• [Task item] Lines below that include "Longs" are the answer; copy each one.

• [Provided records]
= = = = =

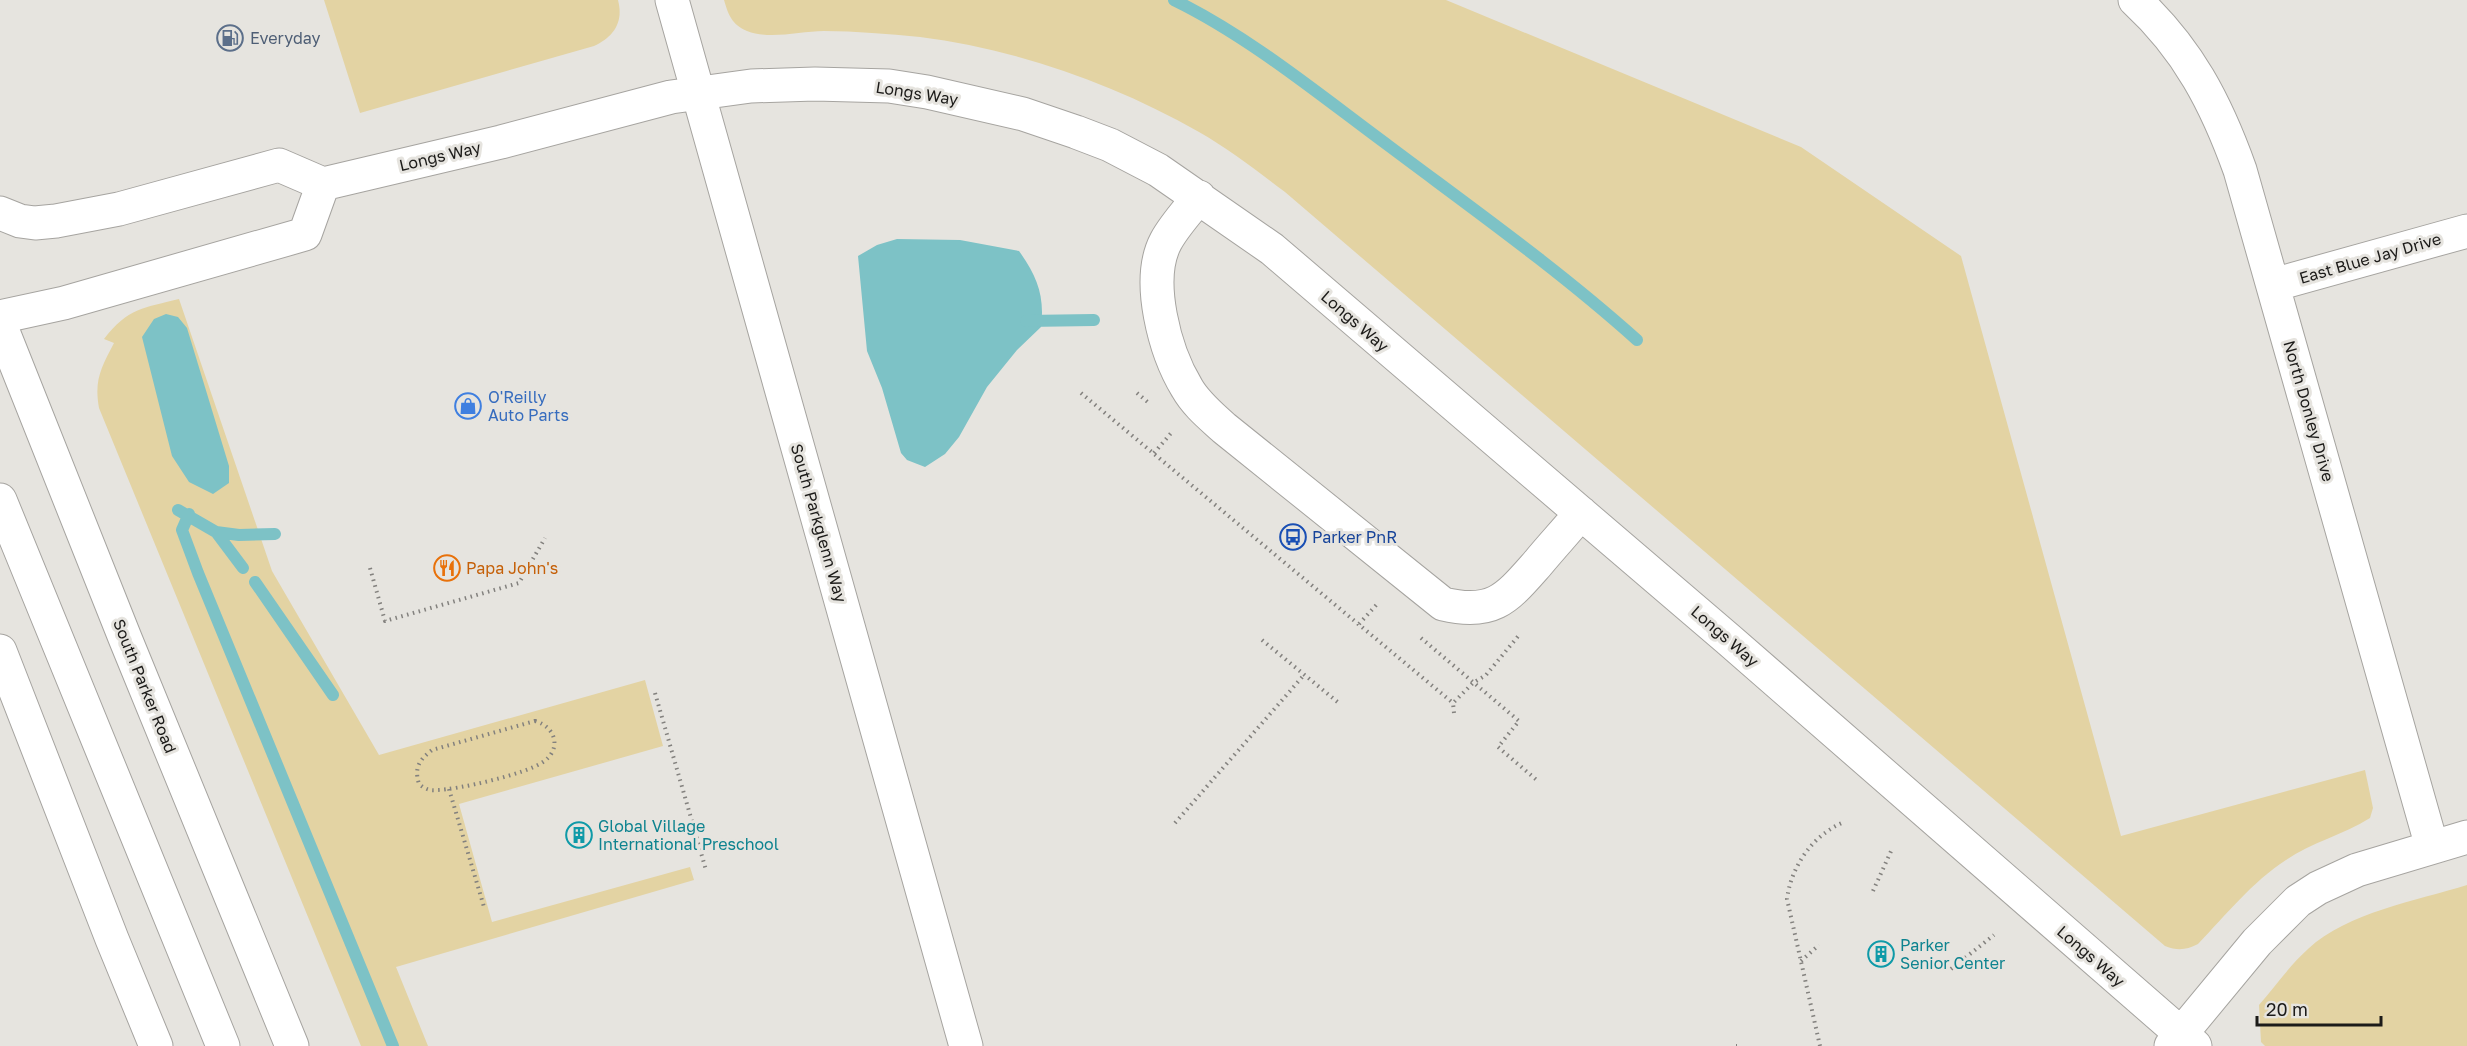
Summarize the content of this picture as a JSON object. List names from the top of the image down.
{
  "streets": {
    "main road": [
      "Longs Way",
      "East Blue Jay Drive",
      "North Donley Drive",
      "South Parkglenn Way",
      "South Parker Road"
    ]
  },
  "crossings": [
    ["Longs Way", "South Parkglenn Way"],
    ["East Blue Jay Drive", "North Donley Drive"]
  ],
  "places": {
    "fuel station": ["Everyday"],
    "shop": ["O'Reilly Auto Parts"],
    "bus stop": ["Parker PnR"],
    "restaurant": ["Papa John's"],
    "building": ["Global Village International Preschool", "Parker Senior Center"]
  },
  "scale_bar": "20 m"
}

= = = = =

• [Task response]
      "Longs Way",
    ["Longs Way", "South Parkglenn Way"],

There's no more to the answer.